[THE PROBLEM] Each line of the entries that mentions the string "linecap" needs to be reported.

━━ INPUT DATA

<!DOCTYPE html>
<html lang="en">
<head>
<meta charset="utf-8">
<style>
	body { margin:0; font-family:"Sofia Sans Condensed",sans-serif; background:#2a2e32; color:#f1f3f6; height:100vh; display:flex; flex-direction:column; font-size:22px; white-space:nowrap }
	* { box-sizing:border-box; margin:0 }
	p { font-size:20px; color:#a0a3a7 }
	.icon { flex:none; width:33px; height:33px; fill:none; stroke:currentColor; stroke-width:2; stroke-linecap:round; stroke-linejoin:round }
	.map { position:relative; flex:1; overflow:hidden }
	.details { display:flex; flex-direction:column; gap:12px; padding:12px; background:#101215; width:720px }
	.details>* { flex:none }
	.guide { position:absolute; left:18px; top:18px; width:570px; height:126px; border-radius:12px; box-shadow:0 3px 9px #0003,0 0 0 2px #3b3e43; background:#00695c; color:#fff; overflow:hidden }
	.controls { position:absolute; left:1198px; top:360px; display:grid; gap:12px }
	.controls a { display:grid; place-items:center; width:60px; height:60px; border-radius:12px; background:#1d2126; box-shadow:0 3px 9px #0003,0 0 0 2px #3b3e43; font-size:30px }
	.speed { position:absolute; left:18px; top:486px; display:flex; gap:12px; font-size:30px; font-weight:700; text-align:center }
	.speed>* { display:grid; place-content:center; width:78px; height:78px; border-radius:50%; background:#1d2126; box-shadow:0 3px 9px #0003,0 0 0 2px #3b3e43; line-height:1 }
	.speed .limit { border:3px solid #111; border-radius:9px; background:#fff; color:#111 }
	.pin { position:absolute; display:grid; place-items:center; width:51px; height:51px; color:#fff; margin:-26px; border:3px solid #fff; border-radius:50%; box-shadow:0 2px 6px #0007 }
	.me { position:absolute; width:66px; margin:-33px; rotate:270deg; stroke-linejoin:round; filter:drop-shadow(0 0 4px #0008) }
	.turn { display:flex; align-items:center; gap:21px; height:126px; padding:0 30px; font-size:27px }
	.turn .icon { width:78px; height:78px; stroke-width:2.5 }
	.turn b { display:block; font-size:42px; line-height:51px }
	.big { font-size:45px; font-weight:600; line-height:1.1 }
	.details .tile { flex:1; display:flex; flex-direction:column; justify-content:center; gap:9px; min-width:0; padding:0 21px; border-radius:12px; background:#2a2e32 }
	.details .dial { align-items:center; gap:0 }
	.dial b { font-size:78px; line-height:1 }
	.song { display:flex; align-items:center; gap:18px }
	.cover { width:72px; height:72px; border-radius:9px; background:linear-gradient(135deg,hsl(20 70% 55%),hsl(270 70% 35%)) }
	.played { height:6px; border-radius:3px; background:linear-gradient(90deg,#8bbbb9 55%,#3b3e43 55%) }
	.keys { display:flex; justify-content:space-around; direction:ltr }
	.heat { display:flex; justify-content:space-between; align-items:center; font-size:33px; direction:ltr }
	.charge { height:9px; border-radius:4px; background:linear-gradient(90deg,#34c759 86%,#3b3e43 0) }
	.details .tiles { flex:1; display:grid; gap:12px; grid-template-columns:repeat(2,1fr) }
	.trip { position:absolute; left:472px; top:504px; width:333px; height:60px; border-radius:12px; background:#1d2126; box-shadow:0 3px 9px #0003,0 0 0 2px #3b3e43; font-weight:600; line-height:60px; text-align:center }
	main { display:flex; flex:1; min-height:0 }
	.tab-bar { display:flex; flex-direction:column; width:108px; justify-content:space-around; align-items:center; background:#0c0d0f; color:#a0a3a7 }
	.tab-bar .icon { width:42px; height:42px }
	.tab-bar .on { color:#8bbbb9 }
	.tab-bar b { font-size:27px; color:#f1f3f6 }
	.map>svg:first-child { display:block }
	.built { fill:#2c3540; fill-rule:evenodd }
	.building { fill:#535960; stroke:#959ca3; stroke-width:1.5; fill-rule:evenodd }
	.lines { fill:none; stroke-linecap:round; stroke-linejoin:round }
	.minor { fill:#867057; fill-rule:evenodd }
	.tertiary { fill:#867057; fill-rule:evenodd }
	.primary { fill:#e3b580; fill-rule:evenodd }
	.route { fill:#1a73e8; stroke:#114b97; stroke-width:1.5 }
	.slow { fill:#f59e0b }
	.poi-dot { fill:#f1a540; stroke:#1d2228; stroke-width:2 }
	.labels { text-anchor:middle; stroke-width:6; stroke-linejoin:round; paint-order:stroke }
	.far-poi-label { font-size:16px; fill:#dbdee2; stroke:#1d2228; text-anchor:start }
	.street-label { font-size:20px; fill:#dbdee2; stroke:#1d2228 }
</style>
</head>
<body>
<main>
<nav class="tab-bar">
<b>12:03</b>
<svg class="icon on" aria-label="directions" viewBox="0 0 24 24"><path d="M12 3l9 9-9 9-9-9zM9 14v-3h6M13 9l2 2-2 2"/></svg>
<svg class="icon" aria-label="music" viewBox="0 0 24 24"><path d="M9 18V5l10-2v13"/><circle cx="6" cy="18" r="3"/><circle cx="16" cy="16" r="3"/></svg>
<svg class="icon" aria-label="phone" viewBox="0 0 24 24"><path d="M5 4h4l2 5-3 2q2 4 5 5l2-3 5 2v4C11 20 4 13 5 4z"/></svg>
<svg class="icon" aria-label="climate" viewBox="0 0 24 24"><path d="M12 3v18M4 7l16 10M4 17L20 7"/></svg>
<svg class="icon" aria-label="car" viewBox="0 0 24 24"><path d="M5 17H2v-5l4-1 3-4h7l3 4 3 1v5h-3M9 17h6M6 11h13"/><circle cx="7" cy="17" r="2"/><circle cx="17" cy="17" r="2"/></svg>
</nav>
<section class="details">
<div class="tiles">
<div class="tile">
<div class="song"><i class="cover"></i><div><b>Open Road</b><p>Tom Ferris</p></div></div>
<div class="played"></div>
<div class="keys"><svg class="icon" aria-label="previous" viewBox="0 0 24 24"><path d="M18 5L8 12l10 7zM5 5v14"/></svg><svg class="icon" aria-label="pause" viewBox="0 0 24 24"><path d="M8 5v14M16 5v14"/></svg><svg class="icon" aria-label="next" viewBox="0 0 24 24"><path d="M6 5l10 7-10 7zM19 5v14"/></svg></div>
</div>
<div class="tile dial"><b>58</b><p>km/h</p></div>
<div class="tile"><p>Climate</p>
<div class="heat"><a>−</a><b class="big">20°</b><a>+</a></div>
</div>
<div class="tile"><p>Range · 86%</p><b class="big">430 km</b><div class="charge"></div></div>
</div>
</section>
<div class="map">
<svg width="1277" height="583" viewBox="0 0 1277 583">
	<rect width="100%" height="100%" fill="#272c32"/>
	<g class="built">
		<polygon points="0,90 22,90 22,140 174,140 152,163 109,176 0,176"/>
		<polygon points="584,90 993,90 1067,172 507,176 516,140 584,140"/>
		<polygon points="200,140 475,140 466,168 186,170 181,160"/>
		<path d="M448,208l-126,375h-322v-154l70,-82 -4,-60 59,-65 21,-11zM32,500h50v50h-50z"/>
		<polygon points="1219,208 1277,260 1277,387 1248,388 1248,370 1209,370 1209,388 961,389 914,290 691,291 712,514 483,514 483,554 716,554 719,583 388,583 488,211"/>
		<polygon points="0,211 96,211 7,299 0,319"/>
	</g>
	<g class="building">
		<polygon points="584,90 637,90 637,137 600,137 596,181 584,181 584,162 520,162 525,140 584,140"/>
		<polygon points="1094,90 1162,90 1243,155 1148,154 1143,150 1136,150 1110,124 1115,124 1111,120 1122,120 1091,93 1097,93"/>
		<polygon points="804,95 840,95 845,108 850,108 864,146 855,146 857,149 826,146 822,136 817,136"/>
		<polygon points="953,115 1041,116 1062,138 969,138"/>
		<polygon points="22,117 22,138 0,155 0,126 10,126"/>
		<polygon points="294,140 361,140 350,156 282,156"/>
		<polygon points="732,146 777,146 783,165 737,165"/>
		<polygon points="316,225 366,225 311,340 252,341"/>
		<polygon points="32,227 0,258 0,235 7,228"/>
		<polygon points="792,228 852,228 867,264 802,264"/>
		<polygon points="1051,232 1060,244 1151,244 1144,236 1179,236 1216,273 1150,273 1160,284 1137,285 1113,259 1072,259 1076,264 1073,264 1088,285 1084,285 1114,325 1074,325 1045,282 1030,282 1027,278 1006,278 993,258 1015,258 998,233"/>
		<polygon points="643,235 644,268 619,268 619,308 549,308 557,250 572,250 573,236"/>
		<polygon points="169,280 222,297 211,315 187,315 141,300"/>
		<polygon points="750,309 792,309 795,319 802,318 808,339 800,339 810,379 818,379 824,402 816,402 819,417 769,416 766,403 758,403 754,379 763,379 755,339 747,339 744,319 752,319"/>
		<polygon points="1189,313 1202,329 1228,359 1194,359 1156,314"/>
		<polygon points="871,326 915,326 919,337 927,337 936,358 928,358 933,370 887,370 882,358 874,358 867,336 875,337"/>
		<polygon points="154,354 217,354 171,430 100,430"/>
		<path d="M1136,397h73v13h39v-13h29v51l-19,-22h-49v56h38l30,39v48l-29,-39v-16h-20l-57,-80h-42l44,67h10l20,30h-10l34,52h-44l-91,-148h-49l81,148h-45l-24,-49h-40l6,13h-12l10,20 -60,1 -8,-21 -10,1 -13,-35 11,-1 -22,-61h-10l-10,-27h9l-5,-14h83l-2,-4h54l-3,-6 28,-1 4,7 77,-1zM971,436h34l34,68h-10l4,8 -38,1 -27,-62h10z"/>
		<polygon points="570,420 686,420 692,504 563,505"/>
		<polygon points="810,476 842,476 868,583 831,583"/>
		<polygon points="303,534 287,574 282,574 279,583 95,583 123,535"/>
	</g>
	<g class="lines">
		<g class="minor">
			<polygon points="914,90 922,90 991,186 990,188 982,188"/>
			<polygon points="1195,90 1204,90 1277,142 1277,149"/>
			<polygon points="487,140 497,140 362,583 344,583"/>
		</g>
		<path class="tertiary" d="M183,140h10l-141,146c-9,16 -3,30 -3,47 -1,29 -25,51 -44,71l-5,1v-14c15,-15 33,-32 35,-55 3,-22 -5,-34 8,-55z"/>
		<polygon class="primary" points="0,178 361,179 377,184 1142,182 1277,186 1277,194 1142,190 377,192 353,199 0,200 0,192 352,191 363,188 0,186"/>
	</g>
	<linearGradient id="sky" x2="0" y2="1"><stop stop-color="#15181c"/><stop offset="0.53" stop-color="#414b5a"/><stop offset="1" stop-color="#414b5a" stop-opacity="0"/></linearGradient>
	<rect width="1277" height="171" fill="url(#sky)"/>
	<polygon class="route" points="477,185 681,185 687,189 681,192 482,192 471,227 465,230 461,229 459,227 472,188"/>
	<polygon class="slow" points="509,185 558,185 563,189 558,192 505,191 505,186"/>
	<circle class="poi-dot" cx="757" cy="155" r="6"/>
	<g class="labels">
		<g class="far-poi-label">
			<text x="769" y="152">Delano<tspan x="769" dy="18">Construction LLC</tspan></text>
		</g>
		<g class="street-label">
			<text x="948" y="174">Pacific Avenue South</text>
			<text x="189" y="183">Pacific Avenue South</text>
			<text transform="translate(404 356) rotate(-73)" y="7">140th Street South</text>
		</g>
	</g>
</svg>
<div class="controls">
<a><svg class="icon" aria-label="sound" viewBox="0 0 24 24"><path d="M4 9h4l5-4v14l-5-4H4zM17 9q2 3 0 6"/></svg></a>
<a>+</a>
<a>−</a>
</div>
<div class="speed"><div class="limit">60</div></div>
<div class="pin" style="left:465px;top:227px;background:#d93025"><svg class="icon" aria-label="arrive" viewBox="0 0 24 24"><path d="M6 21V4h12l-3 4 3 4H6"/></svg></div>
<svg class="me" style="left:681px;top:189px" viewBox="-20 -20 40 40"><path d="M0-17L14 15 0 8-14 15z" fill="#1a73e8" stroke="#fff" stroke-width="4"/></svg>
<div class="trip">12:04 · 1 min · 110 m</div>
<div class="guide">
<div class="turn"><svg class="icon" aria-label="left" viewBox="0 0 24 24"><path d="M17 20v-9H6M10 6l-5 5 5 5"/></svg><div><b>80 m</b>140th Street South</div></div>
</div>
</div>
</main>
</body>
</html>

━━━━

[FINAL ANSWER]
	.icon { flex:none; width:33px; height:33px; fill:none; stroke:currentColor; stroke-width:2; stroke-linecap:round; stroke-linejoin:round }
	.lines { fill:none; stroke-linecap:round; stroke-linejoin:round }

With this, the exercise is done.